After two visits to my wife with the baby to see if he’d feed–he didn’t, he just looked around at the ophthalmology room, which was a good sign because he was curious about his surroundings and a bad thing because he was really fighting sleep, and sometimes eating helps– she was discharged with some prescriptions. She described the pain as being a knife stab to her eye, and she desired painkillers and an eyepatch.

We decided, at that time, to wait for morning to buy the medications because our local covered pharmacy was closed. CVS was open all night but it’d be full price to buy ’em there.

I went to bed about 12:30 a.m.

I was awakened about 1:20 a.m.  “Get the medicine at CVS. I need something for the pain.”

Okay. I woozily drive to CVS and order the meds. My wife calls me. “Will it help for pain?” I dunno. I ask the pharmacist.

“Maybe. No, I don’t think so,” he says.

That doesn’t change my trajectory, and I bring the meds home. Wife takes meds. “This isn’t going to work, I need to go back to the ER.”
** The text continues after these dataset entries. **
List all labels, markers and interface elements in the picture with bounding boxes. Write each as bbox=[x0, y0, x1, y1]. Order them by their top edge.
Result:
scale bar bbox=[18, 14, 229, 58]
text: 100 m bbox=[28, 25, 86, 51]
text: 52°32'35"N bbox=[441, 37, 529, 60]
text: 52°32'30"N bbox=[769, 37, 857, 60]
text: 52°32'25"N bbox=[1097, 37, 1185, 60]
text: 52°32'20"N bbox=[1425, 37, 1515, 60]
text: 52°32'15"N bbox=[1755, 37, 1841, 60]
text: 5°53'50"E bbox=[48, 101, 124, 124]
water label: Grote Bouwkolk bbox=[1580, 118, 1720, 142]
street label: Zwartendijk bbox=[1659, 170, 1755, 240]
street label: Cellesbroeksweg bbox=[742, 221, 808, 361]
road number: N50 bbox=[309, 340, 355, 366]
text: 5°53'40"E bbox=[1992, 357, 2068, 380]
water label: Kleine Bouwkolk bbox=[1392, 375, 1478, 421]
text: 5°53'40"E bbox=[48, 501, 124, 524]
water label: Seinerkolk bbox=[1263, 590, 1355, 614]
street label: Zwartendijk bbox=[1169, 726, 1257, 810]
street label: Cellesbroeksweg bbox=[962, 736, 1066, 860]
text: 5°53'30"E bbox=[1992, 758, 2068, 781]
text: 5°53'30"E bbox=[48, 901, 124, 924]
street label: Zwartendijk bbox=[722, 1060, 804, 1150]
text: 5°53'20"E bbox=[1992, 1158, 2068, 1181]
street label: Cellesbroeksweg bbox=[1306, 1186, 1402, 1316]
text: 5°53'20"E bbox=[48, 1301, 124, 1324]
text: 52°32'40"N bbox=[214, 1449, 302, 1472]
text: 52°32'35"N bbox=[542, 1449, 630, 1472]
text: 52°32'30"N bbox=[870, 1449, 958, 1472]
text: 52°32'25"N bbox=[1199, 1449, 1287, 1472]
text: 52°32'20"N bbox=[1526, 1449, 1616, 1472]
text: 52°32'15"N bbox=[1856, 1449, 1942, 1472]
I think longingly of my bed, it’s 1:50 a.m. She decided not to go back to ER until the morning, and that was my Saturday night date.

Does anyone else spend a lot of time at the hospital with their kids?

I mean, I think hospitals are great places, but we’ve been going to them all too much. #3 son is 7 months old, has significant cognitive delays, tons of therapy, and he gets to go to hospitals a lot.

Last night, #1 (the 8 yo) says his privates hurt and he can’t walk without pain. Off to urgent care. Urgent care Doctor can’t even examine #1 without pain, so he sends us across the street to ER. Check in time: 9:30 pm.

ER is pretty slow on Friday night–apparently everyone likes their weekends so they tough out the pain and go on Monday night after work–so in we go. Nurse Practitioner takes a look, then sends us to ultrasound. After some uncomfortable ultrasound of the private region, back to NP who tells us it’s an inflammation, and prescribes the usual antibiotics.

We were out by 11:05, so that’s probably a record. We’ve been to the urgent care twice for my daughter, twice for me, three times for #1 son in the last 6 months. Yeesh. More sleep, less disease.

It’s not like I had something else planned for Friday night.